__EXERCISE BRIEF__:
Copy the lines below, beginning with the one that contains "List all place" and continuing through the final line, exactly as written and with no other lines.

Stored dataset items
--------------------------------------------------

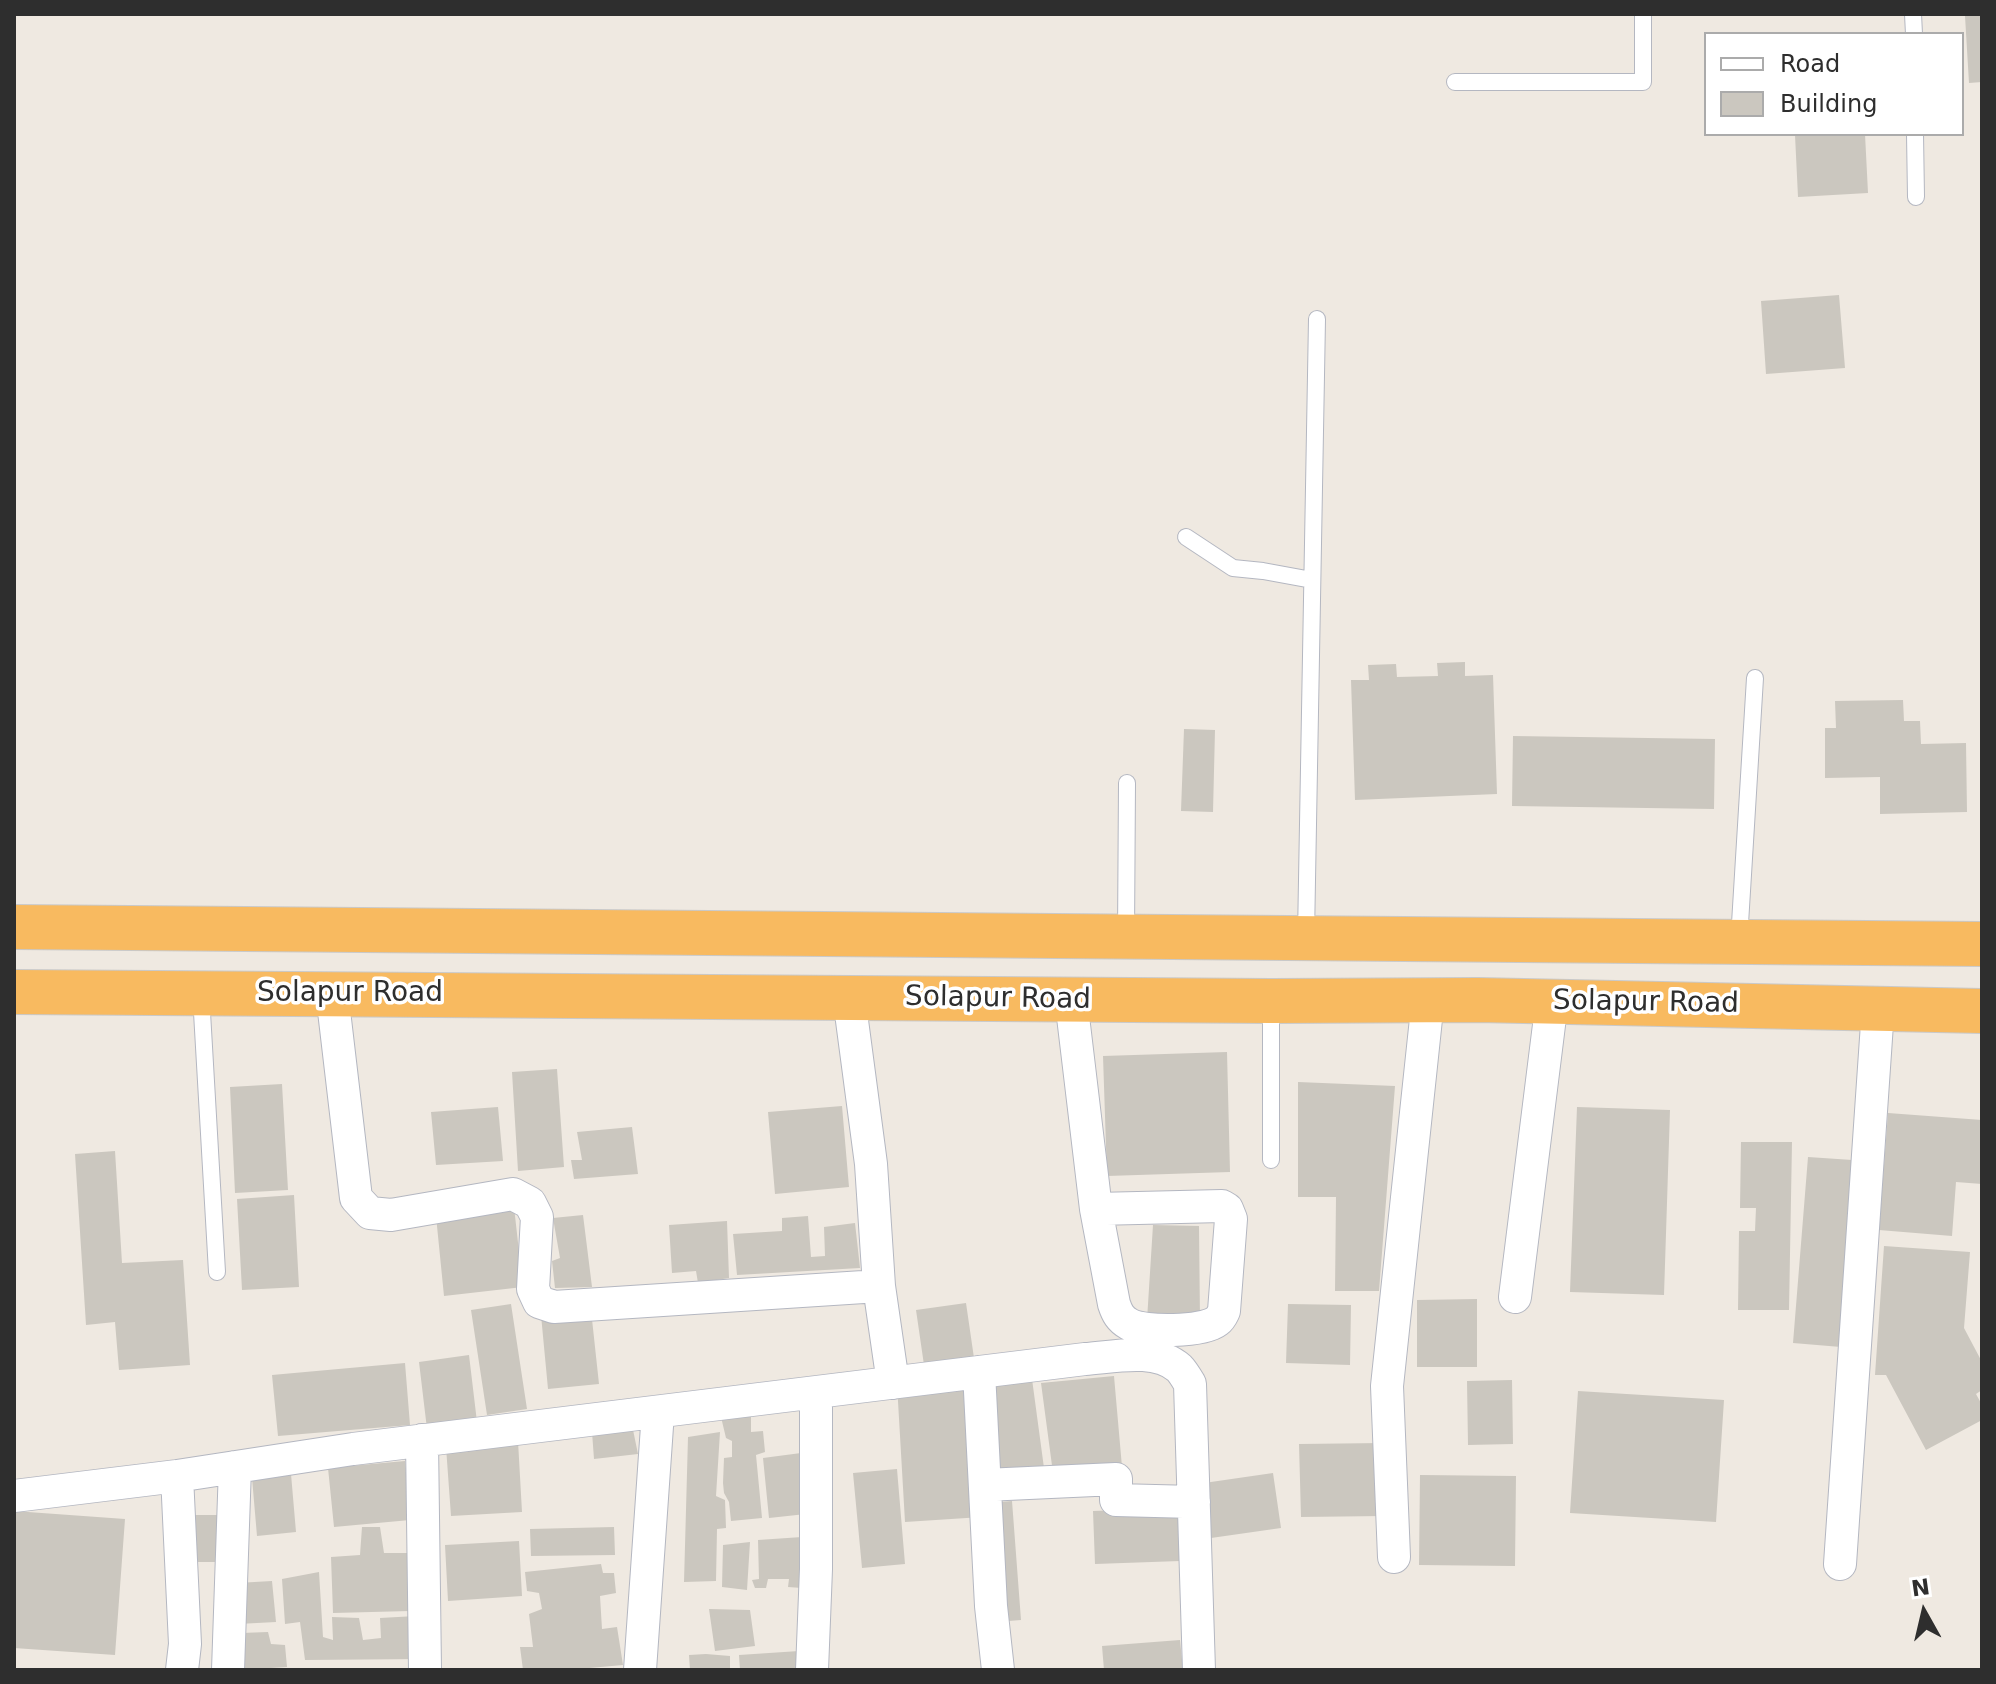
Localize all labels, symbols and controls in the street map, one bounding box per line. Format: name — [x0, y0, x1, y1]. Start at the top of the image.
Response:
legend — [1704, 32, 1964, 136]
text: Road — [1780, 50, 1840, 78]
text: Building — [1780, 90, 1877, 118]
street label: Solapur Road — [257, 977, 443, 1011]
street label: Solapur Road — [905, 981, 1091, 1017]
street label: Solapur Road — [1553, 985, 1739, 1021]
north arrow — [1884, 1572, 1964, 1652]
text: N — [1910, 1574, 1931, 1601]

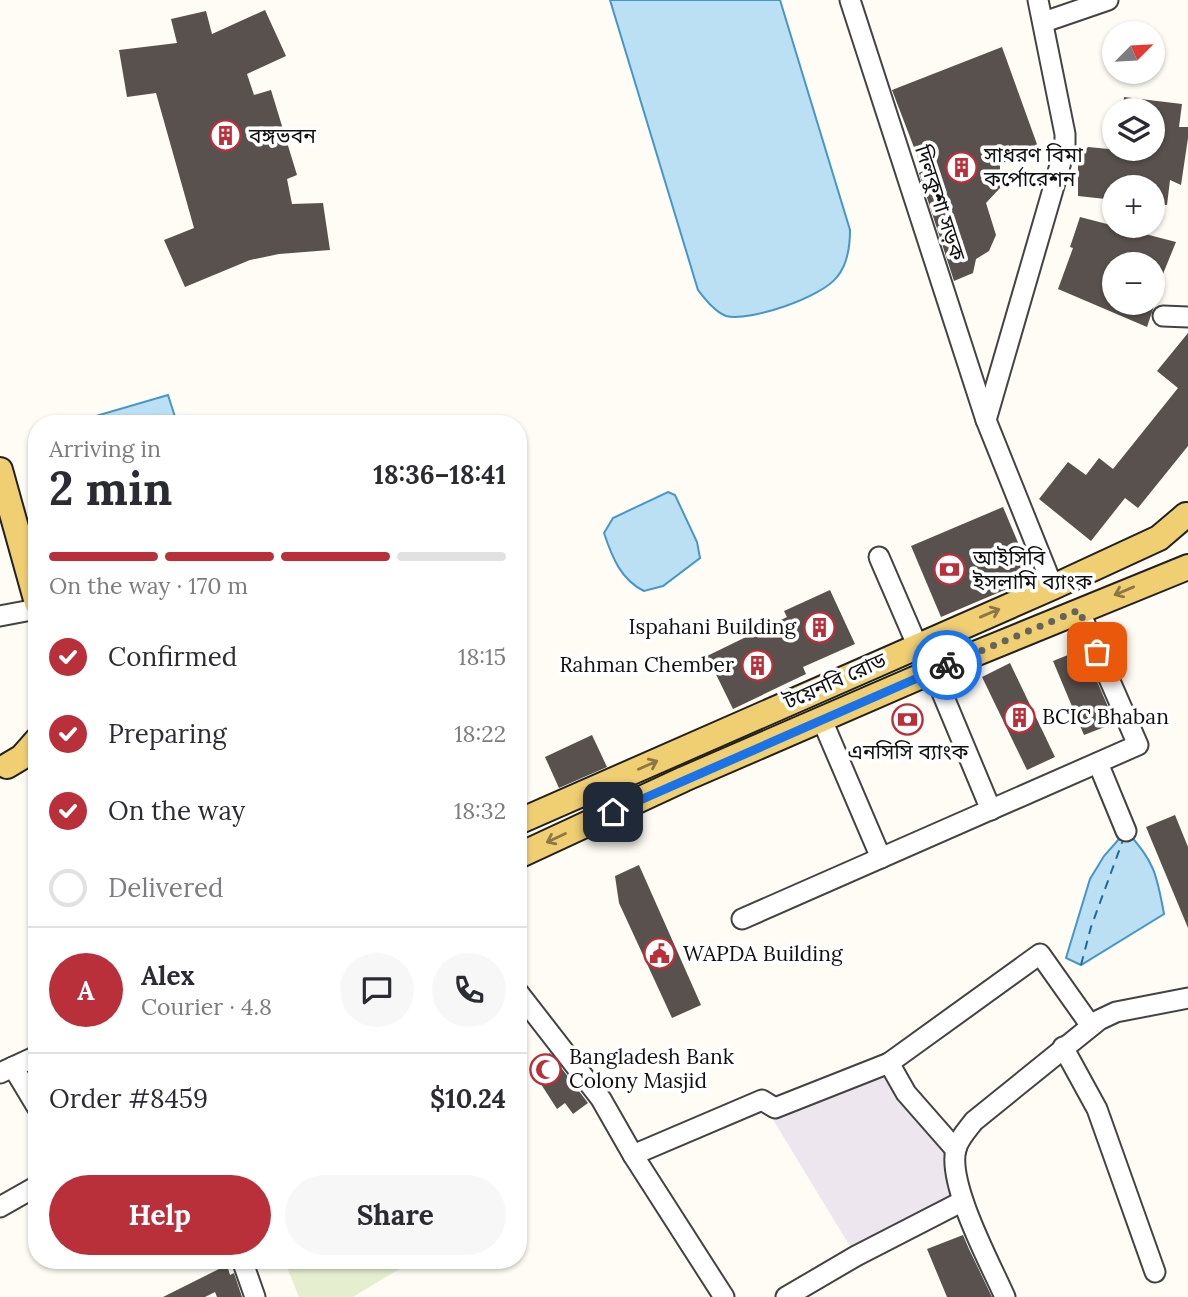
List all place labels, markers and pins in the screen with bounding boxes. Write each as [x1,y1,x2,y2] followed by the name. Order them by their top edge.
[209,119,243,153] building icon: বঙ্গভবন
[248,122,316,149] place label: বঙ্গভবন
[983,141,1083,192] place label: সাধরণ বিমা কর্পোরেশন
[944,150,978,184] building icon: সাধরণ বিমা কর্পোরেশন
[972,544,1093,595] place label: আইসিবি ইসলামি ব্যাংক
[933,553,967,587] bank icon: আইসিবি ইসলামি ব্যাংক
[802,610,836,644] building icon: Ispahani Building
[629,613,796,640] place label: Ispahani Building
[1067,622,1127,682] pin
[740,648,774,682] building icon: Rahman Chember
[559,651,734,678] place label: Rahman Chember
[1002,700,1036,734] building icon: BCIC Bhaban
[891,703,925,737] bank icon: এনসিসি ব্যাংক
[1042,703,1169,730] place label: BCIC Bhaban
[848,738,969,765] place label: এনসিসি ব্যাংক
[583,782,643,842] pin
[643,937,677,971] public building icon: WAPDA Building
[683,940,843,967] place label: WAPDA Building
[569,1043,735,1094] place label: Bangladesh Bank Colony Masjid
[529,1052,563,1086] mosque icon: Bangladesh Bank Colony Masjid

--------------------------------------------------

__COMPLETED EXERCISE__:
List all place labels, markers and pins in the screen with bounding boxes. Write each as [x1,y1,x2,y2] followed by the name. Order them by their top edge.
[209,119,243,153] building icon: বঙ্গভবন
[248,122,316,149] place label: বঙ্গভবন
[983,141,1083,192] place label: সাধরণ বিমা কর্পোরেশন
[944,150,978,184] building icon: সাধরণ বিমা কর্পোরেশন
[972,544,1093,595] place label: আইসিবি ইসলামি ব্যাংক
[933,553,967,587] bank icon: আইসিবি ইসলামি ব্যাংক
[802,610,836,644] building icon: Ispahani Building
[629,613,796,640] place label: Ispahani Building
[1067,622,1127,682] pin
[740,648,774,682] building icon: Rahman Chember
[559,651,734,678] place label: Rahman Chember
[1002,700,1036,734] building icon: BCIC Bhaban
[891,703,925,737] bank icon: এনসিসি ব্যাংক
[1042,703,1169,730] place label: BCIC Bhaban
[848,738,969,765] place label: এনসিসি ব্যাংক
[583,782,643,842] pin
[643,937,677,971] public building icon: WAPDA Building
[683,940,843,967] place label: WAPDA Building
[569,1043,735,1094] place label: Bangladesh Bank Colony Masjid
[529,1052,563,1086] mosque icon: Bangladesh Bank Colony Masjid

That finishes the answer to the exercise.